### Data to use ###

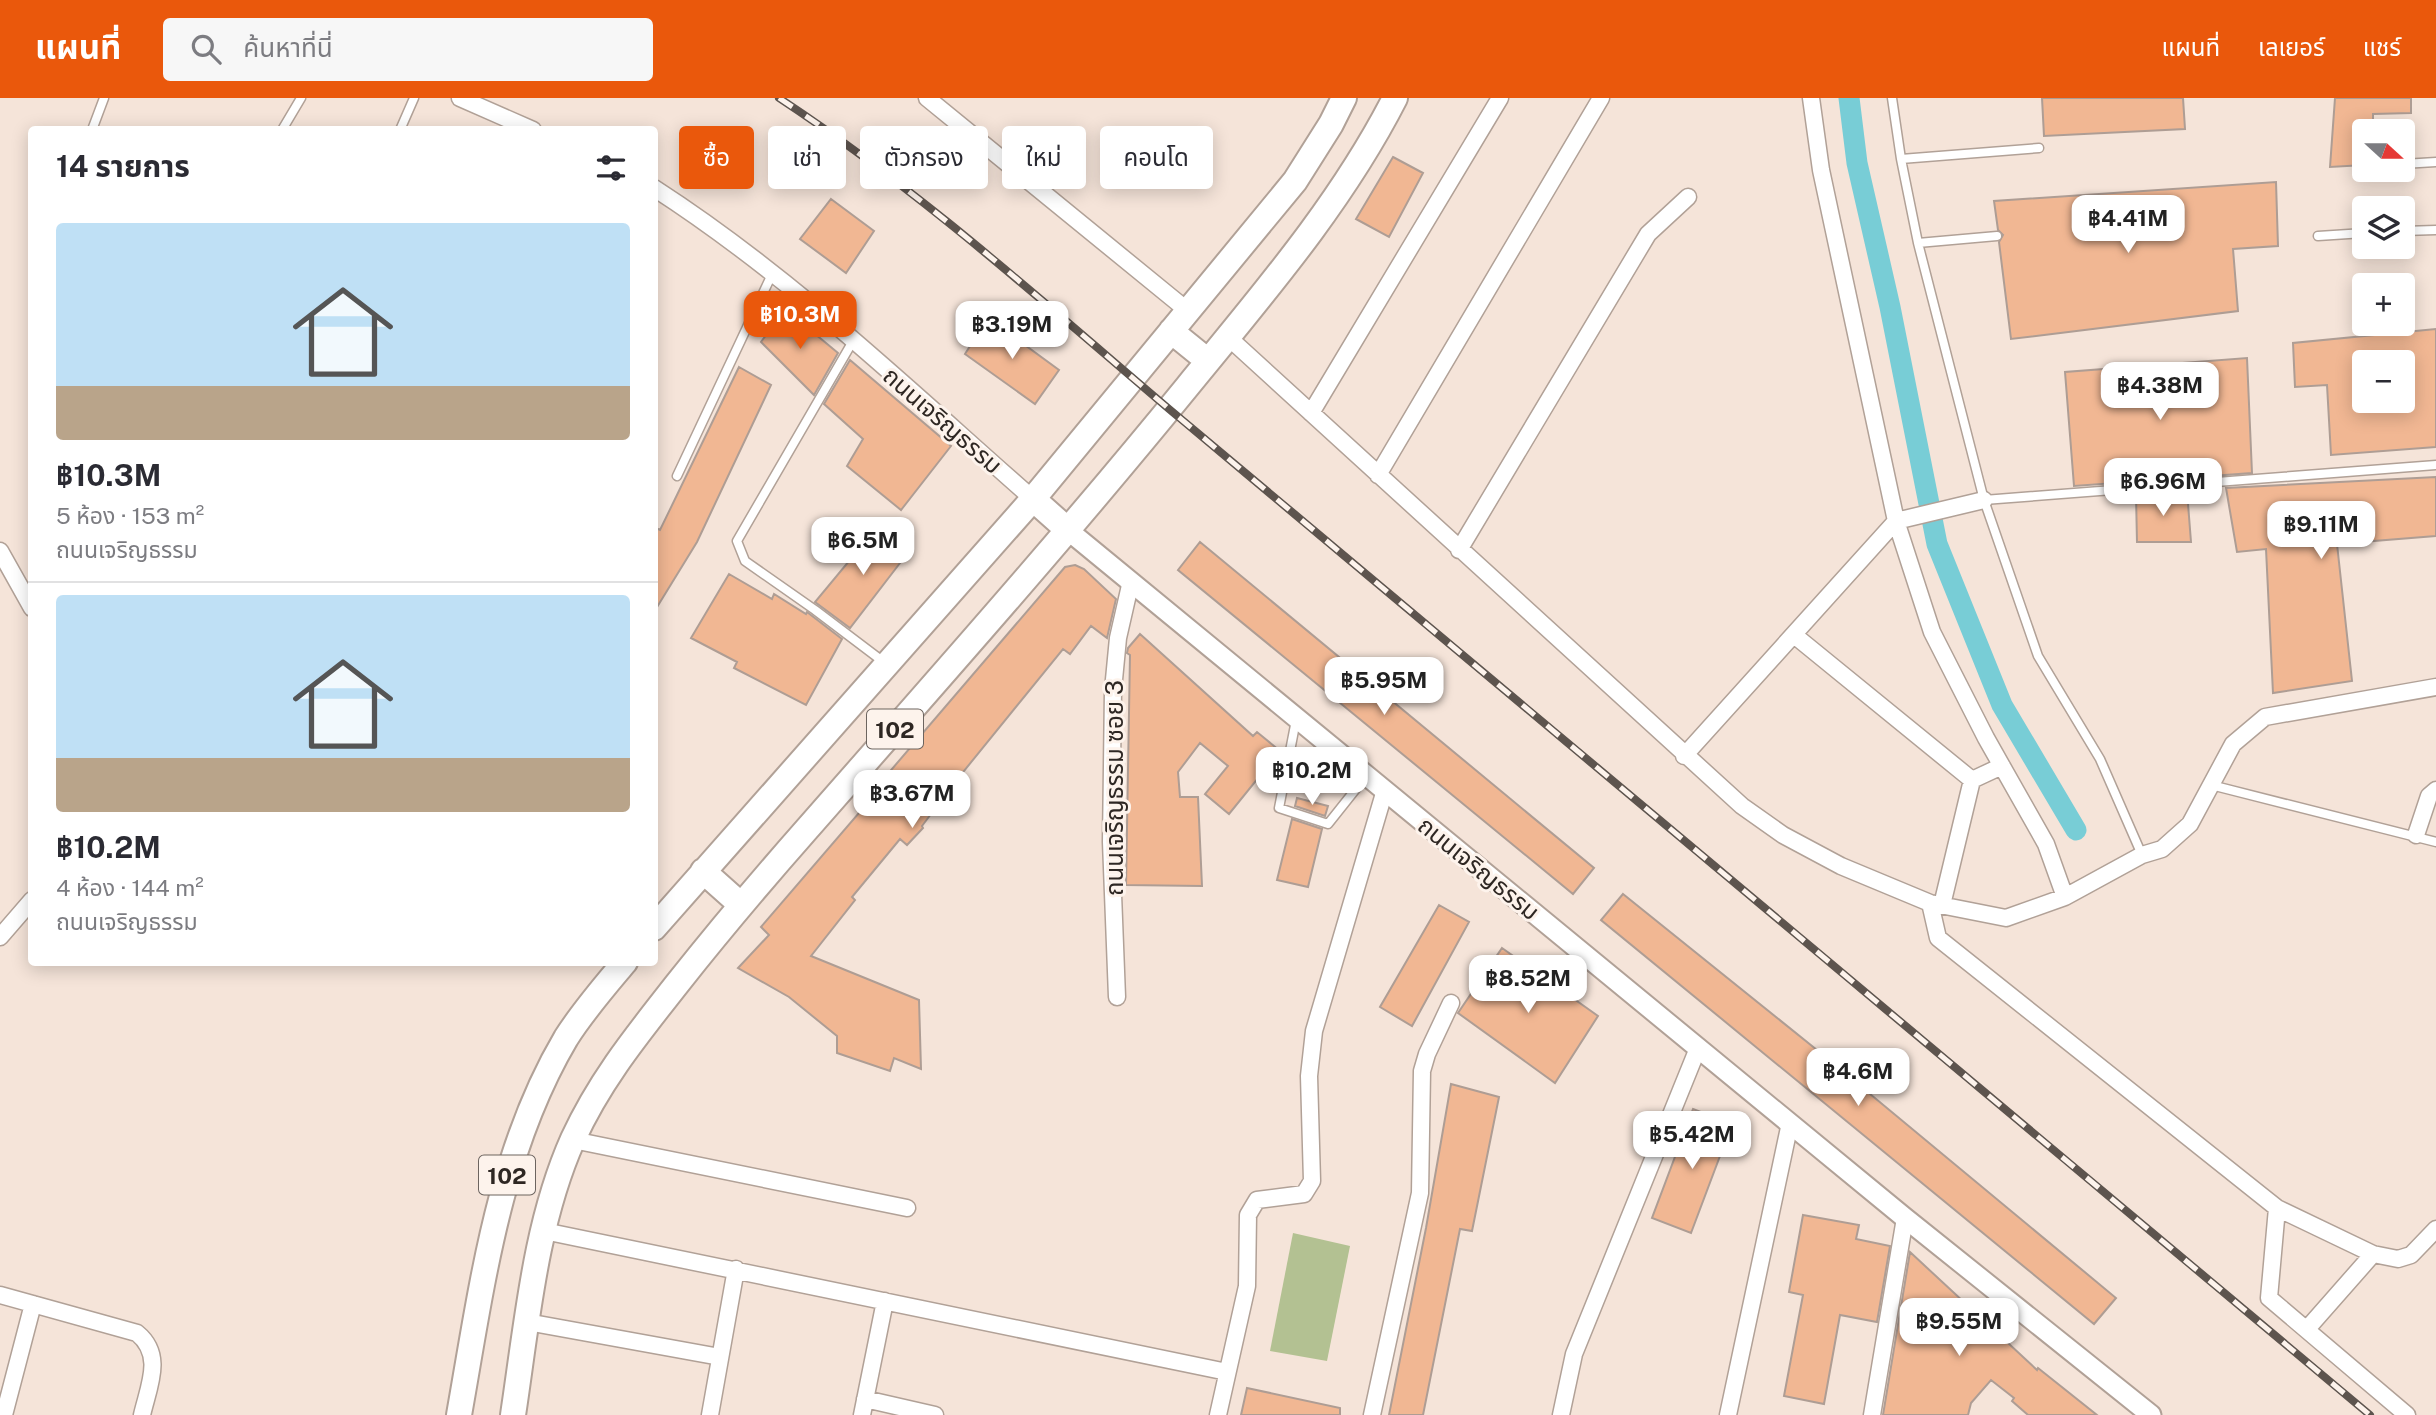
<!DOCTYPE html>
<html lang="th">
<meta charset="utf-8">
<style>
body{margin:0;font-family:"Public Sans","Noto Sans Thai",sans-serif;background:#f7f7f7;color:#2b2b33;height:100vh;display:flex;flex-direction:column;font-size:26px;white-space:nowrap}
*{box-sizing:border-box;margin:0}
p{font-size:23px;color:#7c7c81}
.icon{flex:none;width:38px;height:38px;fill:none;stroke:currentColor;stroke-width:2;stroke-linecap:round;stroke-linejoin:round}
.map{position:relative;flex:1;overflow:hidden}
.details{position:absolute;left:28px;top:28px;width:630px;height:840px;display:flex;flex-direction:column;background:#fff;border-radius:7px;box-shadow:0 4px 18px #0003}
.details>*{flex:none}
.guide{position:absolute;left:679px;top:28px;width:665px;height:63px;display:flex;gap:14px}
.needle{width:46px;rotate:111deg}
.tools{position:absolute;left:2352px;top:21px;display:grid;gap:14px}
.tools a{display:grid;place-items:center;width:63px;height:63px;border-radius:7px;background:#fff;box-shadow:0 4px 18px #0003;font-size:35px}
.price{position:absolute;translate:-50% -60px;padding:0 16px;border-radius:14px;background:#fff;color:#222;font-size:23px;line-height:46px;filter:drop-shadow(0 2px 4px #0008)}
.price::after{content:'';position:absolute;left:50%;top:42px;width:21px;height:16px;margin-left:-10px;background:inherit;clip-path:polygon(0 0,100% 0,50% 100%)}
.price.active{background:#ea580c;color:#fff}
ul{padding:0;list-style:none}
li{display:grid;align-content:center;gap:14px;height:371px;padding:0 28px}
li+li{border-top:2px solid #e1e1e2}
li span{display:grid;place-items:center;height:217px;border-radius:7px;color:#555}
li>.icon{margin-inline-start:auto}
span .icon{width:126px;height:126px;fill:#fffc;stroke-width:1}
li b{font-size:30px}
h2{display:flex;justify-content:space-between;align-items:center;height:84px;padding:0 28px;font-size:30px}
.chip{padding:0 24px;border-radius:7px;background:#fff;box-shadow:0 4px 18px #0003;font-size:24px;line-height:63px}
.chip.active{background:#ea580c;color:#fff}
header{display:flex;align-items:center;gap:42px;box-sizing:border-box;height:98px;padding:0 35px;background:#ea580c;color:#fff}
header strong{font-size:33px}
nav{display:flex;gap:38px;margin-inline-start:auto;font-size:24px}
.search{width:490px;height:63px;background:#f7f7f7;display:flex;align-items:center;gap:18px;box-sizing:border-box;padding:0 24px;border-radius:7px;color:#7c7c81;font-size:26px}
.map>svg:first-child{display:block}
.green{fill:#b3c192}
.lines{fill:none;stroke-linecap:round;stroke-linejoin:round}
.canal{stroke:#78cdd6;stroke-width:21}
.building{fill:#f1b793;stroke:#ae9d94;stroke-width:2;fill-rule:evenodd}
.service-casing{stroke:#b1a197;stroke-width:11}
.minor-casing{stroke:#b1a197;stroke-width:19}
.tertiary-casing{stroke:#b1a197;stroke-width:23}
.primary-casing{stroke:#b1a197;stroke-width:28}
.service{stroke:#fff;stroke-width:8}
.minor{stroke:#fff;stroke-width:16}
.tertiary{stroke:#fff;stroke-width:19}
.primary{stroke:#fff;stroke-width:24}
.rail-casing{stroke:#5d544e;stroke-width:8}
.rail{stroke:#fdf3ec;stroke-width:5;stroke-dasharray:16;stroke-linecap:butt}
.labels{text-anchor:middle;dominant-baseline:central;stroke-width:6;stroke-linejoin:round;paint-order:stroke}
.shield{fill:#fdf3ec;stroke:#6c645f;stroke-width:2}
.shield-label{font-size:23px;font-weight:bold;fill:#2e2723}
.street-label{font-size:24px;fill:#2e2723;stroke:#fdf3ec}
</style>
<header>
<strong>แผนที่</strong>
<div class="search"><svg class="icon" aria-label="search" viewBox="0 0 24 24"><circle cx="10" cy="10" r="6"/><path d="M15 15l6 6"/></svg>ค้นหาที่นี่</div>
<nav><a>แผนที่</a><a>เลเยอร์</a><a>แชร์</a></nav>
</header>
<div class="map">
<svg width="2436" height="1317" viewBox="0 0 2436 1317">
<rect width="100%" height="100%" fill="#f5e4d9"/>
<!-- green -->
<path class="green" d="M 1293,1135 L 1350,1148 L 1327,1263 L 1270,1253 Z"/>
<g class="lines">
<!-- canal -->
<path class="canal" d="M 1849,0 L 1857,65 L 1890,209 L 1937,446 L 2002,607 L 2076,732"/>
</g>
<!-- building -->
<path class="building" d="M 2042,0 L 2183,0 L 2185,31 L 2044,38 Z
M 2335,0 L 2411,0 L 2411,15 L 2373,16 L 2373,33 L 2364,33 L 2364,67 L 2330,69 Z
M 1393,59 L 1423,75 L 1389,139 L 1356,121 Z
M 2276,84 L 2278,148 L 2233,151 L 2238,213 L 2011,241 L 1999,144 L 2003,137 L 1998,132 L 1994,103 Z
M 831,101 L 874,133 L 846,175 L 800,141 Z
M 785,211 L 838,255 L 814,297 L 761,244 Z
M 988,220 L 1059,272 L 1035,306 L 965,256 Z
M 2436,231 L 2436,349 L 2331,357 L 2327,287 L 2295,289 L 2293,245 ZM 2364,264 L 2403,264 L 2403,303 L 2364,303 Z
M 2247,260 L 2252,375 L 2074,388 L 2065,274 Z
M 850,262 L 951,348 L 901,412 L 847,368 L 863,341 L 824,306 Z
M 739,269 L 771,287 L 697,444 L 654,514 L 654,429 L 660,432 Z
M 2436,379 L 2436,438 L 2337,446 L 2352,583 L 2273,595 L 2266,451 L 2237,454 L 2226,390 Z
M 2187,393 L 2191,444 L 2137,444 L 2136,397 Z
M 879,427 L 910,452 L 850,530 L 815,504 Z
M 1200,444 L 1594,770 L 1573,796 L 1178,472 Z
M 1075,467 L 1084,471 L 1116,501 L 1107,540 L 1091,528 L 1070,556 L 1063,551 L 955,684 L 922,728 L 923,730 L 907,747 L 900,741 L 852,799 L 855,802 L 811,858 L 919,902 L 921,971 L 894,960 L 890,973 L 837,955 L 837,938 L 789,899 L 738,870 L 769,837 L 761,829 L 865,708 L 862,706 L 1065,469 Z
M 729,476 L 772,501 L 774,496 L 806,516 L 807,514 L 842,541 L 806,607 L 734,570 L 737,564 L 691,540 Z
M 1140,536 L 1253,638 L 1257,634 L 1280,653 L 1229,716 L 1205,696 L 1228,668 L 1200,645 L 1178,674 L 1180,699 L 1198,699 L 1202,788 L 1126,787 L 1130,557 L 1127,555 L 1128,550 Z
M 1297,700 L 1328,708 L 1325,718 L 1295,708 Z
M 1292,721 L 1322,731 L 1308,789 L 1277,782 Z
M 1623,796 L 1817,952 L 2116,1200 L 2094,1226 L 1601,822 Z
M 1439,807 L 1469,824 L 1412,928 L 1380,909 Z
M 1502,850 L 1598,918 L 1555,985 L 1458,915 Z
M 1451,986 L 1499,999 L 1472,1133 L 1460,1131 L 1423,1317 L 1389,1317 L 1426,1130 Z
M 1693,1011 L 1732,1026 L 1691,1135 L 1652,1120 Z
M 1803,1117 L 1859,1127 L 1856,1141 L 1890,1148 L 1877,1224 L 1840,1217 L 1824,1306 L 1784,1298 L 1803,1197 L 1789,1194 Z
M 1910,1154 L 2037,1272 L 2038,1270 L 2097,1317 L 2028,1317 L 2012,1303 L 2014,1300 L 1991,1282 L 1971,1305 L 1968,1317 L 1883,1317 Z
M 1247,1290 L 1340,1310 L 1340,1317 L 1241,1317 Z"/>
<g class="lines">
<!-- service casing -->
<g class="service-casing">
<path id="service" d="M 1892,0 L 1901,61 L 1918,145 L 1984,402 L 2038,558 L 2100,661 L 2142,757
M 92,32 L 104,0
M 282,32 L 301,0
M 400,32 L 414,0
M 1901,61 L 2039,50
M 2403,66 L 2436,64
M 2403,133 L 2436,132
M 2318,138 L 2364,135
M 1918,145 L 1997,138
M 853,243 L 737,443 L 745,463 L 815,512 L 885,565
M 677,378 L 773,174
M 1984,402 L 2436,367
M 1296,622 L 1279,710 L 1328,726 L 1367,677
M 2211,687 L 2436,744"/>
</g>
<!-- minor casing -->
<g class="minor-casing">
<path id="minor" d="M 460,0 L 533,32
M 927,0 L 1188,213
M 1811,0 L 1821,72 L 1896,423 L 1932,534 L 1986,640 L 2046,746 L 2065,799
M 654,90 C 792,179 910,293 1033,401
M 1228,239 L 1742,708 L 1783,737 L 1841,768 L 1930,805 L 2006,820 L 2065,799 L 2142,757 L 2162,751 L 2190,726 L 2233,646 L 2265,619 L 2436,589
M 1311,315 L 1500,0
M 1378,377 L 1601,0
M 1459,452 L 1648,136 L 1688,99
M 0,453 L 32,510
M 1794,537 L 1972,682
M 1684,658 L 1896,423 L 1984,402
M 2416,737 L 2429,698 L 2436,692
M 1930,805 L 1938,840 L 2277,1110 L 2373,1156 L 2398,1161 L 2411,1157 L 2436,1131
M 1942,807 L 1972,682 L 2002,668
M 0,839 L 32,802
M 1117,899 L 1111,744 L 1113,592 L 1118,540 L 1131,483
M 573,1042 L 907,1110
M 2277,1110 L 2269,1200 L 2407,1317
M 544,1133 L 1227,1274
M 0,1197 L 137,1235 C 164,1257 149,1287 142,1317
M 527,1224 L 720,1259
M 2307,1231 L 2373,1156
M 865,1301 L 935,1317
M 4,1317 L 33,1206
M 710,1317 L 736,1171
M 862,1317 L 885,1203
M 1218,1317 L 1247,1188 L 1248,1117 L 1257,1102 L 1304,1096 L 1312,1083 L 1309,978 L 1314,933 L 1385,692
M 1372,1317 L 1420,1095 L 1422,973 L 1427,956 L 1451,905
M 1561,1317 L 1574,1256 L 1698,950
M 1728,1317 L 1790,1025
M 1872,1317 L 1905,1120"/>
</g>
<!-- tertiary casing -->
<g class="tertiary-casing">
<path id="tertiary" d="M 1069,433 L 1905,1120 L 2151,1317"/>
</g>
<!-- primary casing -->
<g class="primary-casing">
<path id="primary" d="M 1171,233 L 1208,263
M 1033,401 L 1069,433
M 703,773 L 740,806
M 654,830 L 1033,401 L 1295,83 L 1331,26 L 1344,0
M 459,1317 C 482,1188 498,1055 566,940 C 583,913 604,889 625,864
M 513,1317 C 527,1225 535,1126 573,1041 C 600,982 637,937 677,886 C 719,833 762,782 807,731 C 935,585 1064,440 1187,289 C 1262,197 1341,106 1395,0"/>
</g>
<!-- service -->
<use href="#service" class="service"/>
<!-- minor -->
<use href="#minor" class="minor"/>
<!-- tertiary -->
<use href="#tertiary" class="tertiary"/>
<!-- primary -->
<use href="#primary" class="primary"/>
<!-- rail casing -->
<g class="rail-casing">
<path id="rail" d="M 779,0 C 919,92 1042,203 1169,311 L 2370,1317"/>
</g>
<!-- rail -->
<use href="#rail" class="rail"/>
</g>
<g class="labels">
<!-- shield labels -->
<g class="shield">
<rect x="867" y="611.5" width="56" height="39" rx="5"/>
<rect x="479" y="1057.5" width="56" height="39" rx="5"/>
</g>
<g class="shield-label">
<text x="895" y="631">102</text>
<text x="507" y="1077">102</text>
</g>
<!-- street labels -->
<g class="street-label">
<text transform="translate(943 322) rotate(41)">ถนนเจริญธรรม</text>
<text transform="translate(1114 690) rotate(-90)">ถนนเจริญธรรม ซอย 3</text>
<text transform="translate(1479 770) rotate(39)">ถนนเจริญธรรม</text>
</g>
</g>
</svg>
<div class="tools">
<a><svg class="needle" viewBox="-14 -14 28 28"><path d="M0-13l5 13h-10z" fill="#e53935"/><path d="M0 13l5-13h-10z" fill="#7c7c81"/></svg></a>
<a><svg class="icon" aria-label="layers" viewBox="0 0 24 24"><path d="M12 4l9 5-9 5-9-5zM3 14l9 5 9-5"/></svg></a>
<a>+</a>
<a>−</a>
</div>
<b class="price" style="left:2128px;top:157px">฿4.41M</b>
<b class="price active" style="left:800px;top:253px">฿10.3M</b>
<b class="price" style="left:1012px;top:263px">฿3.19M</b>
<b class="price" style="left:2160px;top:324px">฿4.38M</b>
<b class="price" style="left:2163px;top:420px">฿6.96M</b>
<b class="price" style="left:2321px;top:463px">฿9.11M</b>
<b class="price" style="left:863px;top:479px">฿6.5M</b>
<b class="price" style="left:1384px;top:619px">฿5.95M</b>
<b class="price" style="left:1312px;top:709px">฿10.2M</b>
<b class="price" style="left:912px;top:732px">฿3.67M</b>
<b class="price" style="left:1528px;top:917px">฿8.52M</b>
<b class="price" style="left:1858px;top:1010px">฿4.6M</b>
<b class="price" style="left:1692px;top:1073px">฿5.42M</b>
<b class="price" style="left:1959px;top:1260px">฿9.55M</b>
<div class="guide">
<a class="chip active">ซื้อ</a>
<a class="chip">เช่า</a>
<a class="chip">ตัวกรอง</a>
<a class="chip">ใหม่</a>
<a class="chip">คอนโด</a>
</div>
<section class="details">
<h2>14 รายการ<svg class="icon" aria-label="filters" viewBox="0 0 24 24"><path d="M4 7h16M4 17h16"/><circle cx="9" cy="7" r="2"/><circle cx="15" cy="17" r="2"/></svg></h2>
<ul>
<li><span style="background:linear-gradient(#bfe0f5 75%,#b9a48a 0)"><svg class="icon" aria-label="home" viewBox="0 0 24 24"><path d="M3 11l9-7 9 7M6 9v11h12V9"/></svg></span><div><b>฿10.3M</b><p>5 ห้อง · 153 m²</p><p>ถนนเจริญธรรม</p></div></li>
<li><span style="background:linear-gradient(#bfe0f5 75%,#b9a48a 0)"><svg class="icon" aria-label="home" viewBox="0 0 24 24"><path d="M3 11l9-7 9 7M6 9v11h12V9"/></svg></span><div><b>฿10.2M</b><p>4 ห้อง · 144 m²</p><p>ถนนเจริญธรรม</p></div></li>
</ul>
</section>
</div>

###

Problem requirements
Given the records above, restate word for word only the lines starting at the one with "M 1292,721 L 1322,731 L 1308,789 L 1277,782 Z" and ending at the one with "M 1372,1317 L".

Expected answer
M 1292,721 L 1322,731 L 1308,789 L 1277,782 Z
M 1623,796 L 1817,952 L 2116,1200 L 2094,1226 L 1601,822 Z
M 1439,807 L 1469,824 L 1412,928 L 1380,909 Z
M 1502,850 L 1598,918 L 1555,985 L 1458,915 Z
M 1451,986 L 1499,999 L 1472,1133 L 1460,1131 L 1423,1317 L 1389,1317 L 1426,1130 Z
M 1693,1011 L 1732,1026 L 1691,1135 L 1652,1120 Z
M 1803,1117 L 1859,1127 L 1856,1141 L 1890,1148 L 1877,1224 L 1840,1217 L 1824,1306 L 1784,1298 L 1803,1197 L 1789,1194 Z
M 1910,1154 L 2037,1272 L 2038,1270 L 2097,1317 L 2028,1317 L 2012,1303 L 2014,1300 L 1991,1282 L 1971,1305 L 1968,1317 L 1883,1317 Z
M 1247,1290 L 1340,1310 L 1340,1317 L 1241,1317 Z"/>
<g class="lines">
<!-- service casing -->
<g class="service-casing">
<path id="service" d="M 1892,0 L 1901,61 L 1918,145 L 1984,402 L 2038,558 L 2100,661 L 2142,757
M 92,32 L 104,0
M 282,32 L 301,0
M 400,32 L 414,0
M 1901,61 L 2039,50
M 2403,66 L 2436,64
M 2403,133 L 2436,132
M 2318,138 L 2364,135
M 1918,145 L 1997,138
M 853,243 L 737,443 L 745,463 L 815,512 L 885,565
M 677,378 L 773,174
M 1984,402 L 2436,367
M 1296,622 L 1279,710 L 1328,726 L 1367,677
M 2211,687 L 2436,744"/>
</g>
<!-- minor casing -->
<g class="minor-casing">
<path id="minor" d="M 460,0 L 533,32
M 927,0 L 1188,213
M 1811,0 L 1821,72 L 1896,423 L 1932,534 L 1986,640 L 2046,746 L 2065,799
M 654,90 C 792,179 910,293 1033,401
M 1228,239 L 1742,708 L 1783,737 L 1841,768 L 1930,805 L 2006,820 L 2065,799 L 2142,757 L 2162,751 L 2190,726 L 2233,646 L 2265,619 L 2436,589
M 1311,315 L 1500,0
M 1378,377 L 1601,0
M 1459,452 L 1648,136 L 1688,99
M 0,453 L 32,510
M 1794,537 L 1972,682
M 1684,658 L 1896,423 L 1984,402
M 2416,737 L 2429,698 L 2436,692
M 1930,805 L 1938,840 L 2277,1110 L 2373,1156 L 2398,1161 L 2411,1157 L 2436,1131
M 1942,807 L 1972,682 L 2002,668
M 0,839 L 32,802
M 1117,899 L 1111,744 L 1113,592 L 1118,540 L 1131,483
M 573,1042 L 907,1110
M 2277,1110 L 2269,1200 L 2407,1317
M 544,1133 L 1227,1274
M 0,1197 L 137,1235 C 164,1257 149,1287 142,1317
M 527,1224 L 720,1259
M 2307,1231 L 2373,1156
M 865,1301 L 935,1317
M 4,1317 L 33,1206
M 710,1317 L 736,1171
M 862,1317 L 885,1203
M 1218,1317 L 1247,1188 L 1248,1117 L 1257,1102 L 1304,1096 L 1312,1083 L 1309,978 L 1314,933 L 1385,692
M 1372,1317 L 1420,1095 L 1422,973 L 1427,956 L 1451,905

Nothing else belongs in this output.